Spannung und Entspannung

Fotoausstellung und Performance von Stefan Maria Marb im Gasteig München

„Après – eine Verwandlung“: Geradezu metaphysisch irrlichtert Stefan Maria Marbs gekrümmt-verdrehter Körper durch Stefan Hagens großformatige Fotografie-Serien. Es ist sein Butoh-Ich: nackt, fragil, voll zarter Innerlichkeit bis hin zu expressiver Wildheit.

München, 18/12/2018

Geradezu metaphysisch irrlichtert Stefan Maria Marbs gekrümmt-verdrehter Körper durch Stefan Hagens großformatige Fotografie-Serien. Es ist das Butoh-Ich des Münchner Performers: nackt, fragil, voll zarter Innerlichkeit bis hin zu expressiver Wildheit. Ein im Sinn der aus Japan stammenden Körperkunstform radikal-reduziertes Alter Ego, das seit nunmehr 30 Jahren seine emotionale Schlagkraft und hohe ästhetische Wirkung aus dem Verlauf der jeweiligen Performance gebiert.

Für Marb bedeutet jeder künstlerische Akt – sei es in einer Tiefgarage, auf einer Bühne oder draußen in der freien Natur – seelische und körperliche Verwandlung. Die mag mal magisch aufgeladen, mal verstörend irritierend sein. Transzendenz zwischen Umwelt und Architektur. Diese existenzielle Erfahrung über drei Jahrzehnte bildlich einzufangen und in die eigene fotografische Auseinandersetzung mit Landschaft zu integrieren, hat sich der seit 1988 in New York lebende Fotokünstler Hagen zur Aufgabe gemacht. Seine Bilder, mit bewegter Kamera, unter Langzeitbelichtung oder bis zur Verschwommenheit gebürstet, sind vereinnahmend schön.

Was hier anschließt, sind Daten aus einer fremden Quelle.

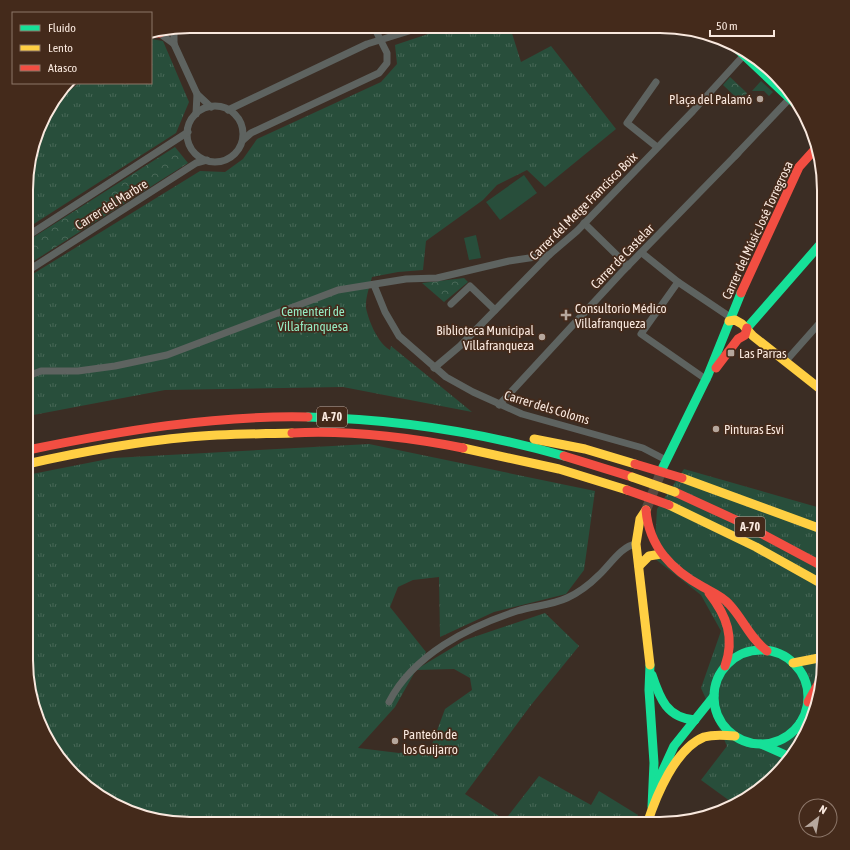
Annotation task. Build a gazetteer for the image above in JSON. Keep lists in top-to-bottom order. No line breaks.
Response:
{"streets":{"main road":["Carrer del Músic José Torregrosa","A-70"],"street":["Carrer del Marbre","Carrer del Metge Francisco Boix","Carrer de Castelar","Carrer dels Coloms"]},"crossings":[["Carrer del Metge Francisco Boix","Carrer dels Coloms"],["Carrer de Castelar","Carrer dels Coloms"]],"parks":["Cementeri de Villafranquesa"],"places":{"other":["Plaça del Palamó","Biblioteca Municipal Villafranqueza","Pinturas Esvi","Panteón de los Guijarro"],"health":["Consultorio Médico Villafranqueza"],"transit":["Las Parras"]},"legend":["Fluido","Lento","Atasco"],"scale_bar":"50 m","north":"top right"}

In der Gasteig-Schau „Après – eine Verwandlung“ werden sie durch zwei Videoarbeiten von Sabine Scharf ergänzt. Dort sieht man den Welten-Tänzer Marb inmitten einer Pferdekoppel agieren oder kann sich auf die Verfremdung seines zeitlupenhaft tanzenden Körpers inmitten der Wüste Nevadas einlassen. Mehr als etwas Muße zum Verweilen braucht es dazu nicht. Kombiniert mit einer Live-Aufführung gewinnt die im trockenen Ziegelbauambiente vor dem Carl-Orff-Saal inszenierte Werkretrospektive allerdings zusätzlich an Dimension. Und das auch dank einer unerwartet findigen Lichtregie (Andreas Meichelböck).

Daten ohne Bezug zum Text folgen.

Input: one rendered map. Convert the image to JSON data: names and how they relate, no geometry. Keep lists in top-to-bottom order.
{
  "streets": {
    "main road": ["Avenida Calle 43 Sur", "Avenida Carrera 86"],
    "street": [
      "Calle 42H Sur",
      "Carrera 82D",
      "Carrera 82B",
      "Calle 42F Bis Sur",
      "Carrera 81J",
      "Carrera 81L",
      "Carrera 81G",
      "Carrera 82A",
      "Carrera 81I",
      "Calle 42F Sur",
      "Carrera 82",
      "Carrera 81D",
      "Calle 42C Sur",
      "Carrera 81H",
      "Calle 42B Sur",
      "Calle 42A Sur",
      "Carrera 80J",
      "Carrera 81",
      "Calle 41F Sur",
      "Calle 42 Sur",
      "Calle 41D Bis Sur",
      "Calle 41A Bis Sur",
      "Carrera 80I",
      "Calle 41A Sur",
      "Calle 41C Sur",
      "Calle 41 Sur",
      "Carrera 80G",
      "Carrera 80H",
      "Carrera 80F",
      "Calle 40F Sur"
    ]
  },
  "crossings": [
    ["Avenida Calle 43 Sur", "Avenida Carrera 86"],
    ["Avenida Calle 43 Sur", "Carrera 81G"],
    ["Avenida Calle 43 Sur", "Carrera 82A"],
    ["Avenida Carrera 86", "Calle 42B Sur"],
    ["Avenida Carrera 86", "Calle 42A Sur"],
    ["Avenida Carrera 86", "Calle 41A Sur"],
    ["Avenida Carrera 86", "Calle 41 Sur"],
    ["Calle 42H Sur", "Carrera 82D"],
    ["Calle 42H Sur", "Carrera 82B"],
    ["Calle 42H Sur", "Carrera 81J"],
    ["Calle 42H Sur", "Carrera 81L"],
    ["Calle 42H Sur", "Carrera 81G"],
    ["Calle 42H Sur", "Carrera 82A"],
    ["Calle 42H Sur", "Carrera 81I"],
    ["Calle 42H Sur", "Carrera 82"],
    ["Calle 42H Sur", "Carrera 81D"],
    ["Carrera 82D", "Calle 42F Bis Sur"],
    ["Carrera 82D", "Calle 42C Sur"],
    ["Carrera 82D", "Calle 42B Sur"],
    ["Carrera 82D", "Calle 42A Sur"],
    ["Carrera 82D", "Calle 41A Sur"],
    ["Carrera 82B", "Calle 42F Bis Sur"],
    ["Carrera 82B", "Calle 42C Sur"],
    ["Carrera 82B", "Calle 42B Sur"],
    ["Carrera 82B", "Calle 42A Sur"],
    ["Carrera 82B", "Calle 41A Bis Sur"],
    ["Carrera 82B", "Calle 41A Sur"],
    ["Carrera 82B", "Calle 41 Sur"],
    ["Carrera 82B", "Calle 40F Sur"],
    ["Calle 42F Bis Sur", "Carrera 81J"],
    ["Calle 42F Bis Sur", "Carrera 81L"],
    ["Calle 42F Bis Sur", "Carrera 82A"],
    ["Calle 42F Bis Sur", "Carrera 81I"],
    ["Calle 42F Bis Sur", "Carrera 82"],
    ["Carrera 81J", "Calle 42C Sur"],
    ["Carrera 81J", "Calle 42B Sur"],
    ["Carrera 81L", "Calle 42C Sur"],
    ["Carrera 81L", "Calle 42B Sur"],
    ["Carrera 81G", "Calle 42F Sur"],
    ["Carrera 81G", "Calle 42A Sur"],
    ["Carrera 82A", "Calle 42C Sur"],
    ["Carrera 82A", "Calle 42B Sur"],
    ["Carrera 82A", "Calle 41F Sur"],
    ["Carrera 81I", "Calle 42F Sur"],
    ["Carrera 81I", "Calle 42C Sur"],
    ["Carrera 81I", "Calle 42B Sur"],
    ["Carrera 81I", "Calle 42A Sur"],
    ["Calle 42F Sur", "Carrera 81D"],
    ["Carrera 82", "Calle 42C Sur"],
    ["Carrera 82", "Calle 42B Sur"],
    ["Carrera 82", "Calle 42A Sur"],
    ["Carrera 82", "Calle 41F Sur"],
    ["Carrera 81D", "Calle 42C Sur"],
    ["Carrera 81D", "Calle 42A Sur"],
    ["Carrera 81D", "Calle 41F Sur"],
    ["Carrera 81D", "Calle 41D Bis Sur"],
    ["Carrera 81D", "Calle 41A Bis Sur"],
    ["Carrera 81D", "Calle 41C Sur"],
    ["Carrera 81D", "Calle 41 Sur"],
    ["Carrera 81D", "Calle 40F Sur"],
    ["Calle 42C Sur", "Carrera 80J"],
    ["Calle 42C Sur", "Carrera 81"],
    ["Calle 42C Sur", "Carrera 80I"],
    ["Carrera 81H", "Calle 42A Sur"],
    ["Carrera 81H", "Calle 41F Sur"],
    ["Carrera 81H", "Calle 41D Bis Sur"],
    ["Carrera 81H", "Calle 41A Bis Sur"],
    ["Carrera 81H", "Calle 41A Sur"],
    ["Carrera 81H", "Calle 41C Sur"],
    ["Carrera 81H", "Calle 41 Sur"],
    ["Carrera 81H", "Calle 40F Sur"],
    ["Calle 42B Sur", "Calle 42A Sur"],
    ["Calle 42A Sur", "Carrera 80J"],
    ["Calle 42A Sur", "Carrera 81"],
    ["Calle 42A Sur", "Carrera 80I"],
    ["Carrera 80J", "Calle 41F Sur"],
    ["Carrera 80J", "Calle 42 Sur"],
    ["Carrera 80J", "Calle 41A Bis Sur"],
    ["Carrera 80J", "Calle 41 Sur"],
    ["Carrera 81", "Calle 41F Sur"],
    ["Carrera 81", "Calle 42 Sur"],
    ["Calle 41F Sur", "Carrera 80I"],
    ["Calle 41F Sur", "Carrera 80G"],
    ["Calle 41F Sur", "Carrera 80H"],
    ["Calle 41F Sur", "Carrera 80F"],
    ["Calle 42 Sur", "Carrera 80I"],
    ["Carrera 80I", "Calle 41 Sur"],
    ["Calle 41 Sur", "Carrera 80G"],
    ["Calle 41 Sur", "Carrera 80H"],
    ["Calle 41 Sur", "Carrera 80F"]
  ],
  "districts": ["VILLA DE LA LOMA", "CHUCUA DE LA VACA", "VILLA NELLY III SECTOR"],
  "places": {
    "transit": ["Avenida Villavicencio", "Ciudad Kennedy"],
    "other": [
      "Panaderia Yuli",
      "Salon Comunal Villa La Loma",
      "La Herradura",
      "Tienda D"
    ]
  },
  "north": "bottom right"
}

Plötzlich beherrscht kreative Stimmung das Foyer. Stefan Maria Marb betritt es über die Terrasse im ersten Stock. Eingehüllt in Pelz und eine zerzauste Perücke. Wie ein Derwisch dreht sich der Mann zu den Klängen eines kleinen, tragbaren Rekorders. „Just a perfect Day“ tönt die softige Stimme. Als Marb sich über die Brüstung lehnt, leuchtet sein Gesicht kreideweiß. Zielstrebig und zugleich ohne vorhersehbare Richtung bahnt sich der Tänzer seinen Weg durch das sehhungrig an seiner Gestalt klebende Publikum.

Musikalisch übernimmt die zierliche, improvisationsstarke Japanerin Masako Ohta seine Begleitung. Erst kauert sie wie ein Bewegungsjäger hinter einem indischen Harmonium. Dann nutzt sie das Plexiglas des Treppengeländes, um Marbs Butohwesen, das immer wieder zu den Fotos an der Wand driftet oder in einem der Sessel emotional gebeutelt wird, nach unten zu geleiten. Der Weg aus Spannung und Entspannung, an dessen Ende sich Marb Schuhe, Mantel und Jacketjacke vom bleichen Leib geschält hat, endet zu John Cages Klavierstück „In a Landscape“. Ausstellung und Performance sind durchweg eine runde Sache. Nicht verpassen: die Wiederholung am 21. Dezember.